Quim

Personal information
- Full name: Joaquim Carvalho de Azevedo
- Date of birth: 23 August 1959 (age 65)
- Place of birth: Vila do Conde, Portugal
- Height: 1.72 m (5 ft 8 in)
- Position(s): Midfielder

Team information
- Current team: Rio Ave (under-23 assistant)

Youth career
- 1974–1978: Rio Ave

Senior career*
- Years: Team / Apps / (Gls)
- 1978–1984: Rio Ave / 136 / (7)
- 1984–1989: Porto / 76 / (1)
- 1989–1990: Tirsense / 31 / (0)
- 1990–1992: Farense / 40 / (0)
- 1992–1994: Rio Ave / 40 / (1)
- Total:  / 323 / (9)

International career
- 1979: Portugal U20 / 6 / (0)
- 1985–1987: Portugal / 4 / (0)

Managerial career
- 1994–1995: Vizela
- 1997–1998: Esposende
- 1999–2001: Canelas
- 2001–2003: Vila Real
- 2003: Pampilhosa
- 2006–2007: Micaelense
- 2018–2022: Rio Ave (youth)
- 2020–: Rio Ave (under-23 assistant)

= Quim (footballer, born 1959) =

Portuguese football manager and former player

Joaquim Carvalho de Azevedo (born 23 August 1959), commonly known as Quim, is a Portuguese former professional footballer who played as a defensive midfielder.

==Club career==
In a 16-year professional career, Vila do Conde-born Quim played for four clubs.
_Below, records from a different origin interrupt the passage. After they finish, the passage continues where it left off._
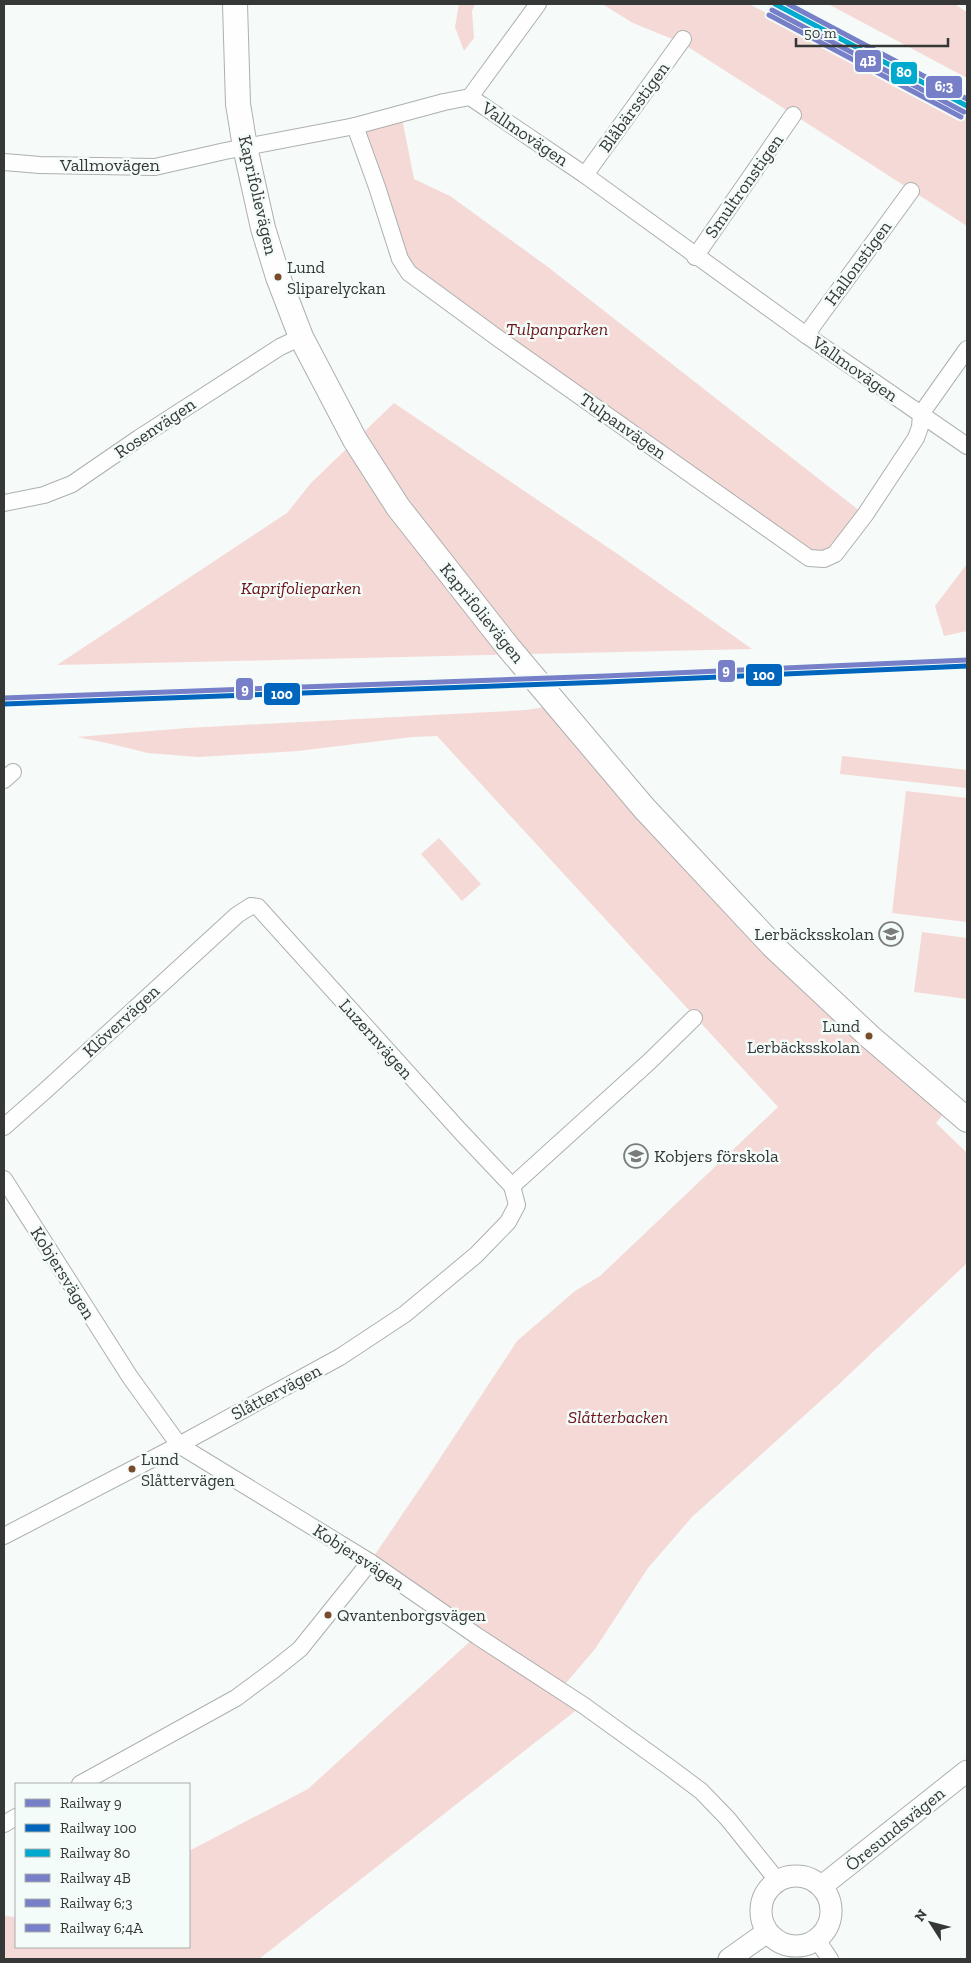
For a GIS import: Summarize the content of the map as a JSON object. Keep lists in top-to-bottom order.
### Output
{
  "streets": {
    "main road": ["Kaprifolievägen"],
    "street": [
      "Blåbärsstigen",
      "Vallmovägen",
      "Smultronstigen",
      "Hallonstigen",
      "Tulpanvägen",
      "Rosenvägen",
      "Klövervägen",
      "Luzernvägen",
      "Kobjersvägen",
      "Slåttervägen",
      "Öresundsvägen"
    ]
  },
  "crossings": [
    ["Blåbärsstigen", "Vallmovägen"],
    ["Vallmovägen", "Smultronstigen"],
    ["Vallmovägen", "Kaprifolievägen"],
    ["Vallmovägen", "Hallonstigen"],
    ["Vallmovägen", "Tulpanvägen"],
    ["Kaprifolievägen", "Rosenvägen"],
    ["Klövervägen", "Luzernvägen"],
    ["Luzernvägen", "Slåttervägen"],
    ["Kobjersvägen", "Slåttervägen"],
    ["Kobjersvägen", "Öresundsvägen"]
  ],
  "parks": ["Tulpanparken", "Kaprifolieparken", "Slåtterbacken"],
  "places": {
    "other": [
      "Lund Sliparelyckan",
      "Lund Lerbäcksskolan",
      "Lund Slåttervägen",
      "Qvantenborgsvägen"
    ],
    "school or university": ["Lerbäcksskolan", "Kobjers förskola"]
  },
  "lines": [
    "rail line 80",
    "rail line 6;3",
    "rail line 4B",
    "rail line 6;4A",
    "rail line 9",
    "rail line 100"
  ],
  "legend": [
    "Railway 9",
    "Railway 100",
    "Railway 80",
    "Railway 4B",
    "Railway 6;3",
    "Railway 6;4A"
  ],
  "scale_bar": "50 m",
  "north": "top left"
}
He started out at Rio Ave F.C. in his hometown, achieving two Primeira Liga promotions with them during his six-year spell, following which he signed for FC Porto aged 25.

Quim was only regularly used in two of his five seasons with Porto, helping to the conquest of three leagues, one Taça de Portugal and two Supertaça Cândido de Oliveira. He played the first 45 minutes of the 1986–87 European Cup final as the team came from behind to win 2–1 against FC Bayern Munich for their first triumph in the European Cup. Again from the bench, he appeared in that year's Intercontinental Cup, won against Peñarol in extra time, and also took the field in the first leg of the 1987 European Super Cup aggregate victory over AFC Ajax.

For the 1989–90 campaign, Quim joined lowly F.C. Tirsense, contributing 2,500 minutes as the northerners achieved their best-ever classification in the top flight (ninth), after which he spent two years with S.C. Farense also at that level. He then returned to his first club Rio Ave for a couple of Segunda Liga seasons, retiring from the game at 34.

Quim coached several teams in the 90s/2000s, never in higher than the Portuguese third tier.

==International career==
Between 1985 and 1987, Quim won four caps for Portugal. He was overlooked for the squad that competed at the 1986 FIFA World Cup.

Quim represented the under-20s in the 1979 FIFA World Youth Championship in Japan, appearing in four matches for the eventual quarter-finalists.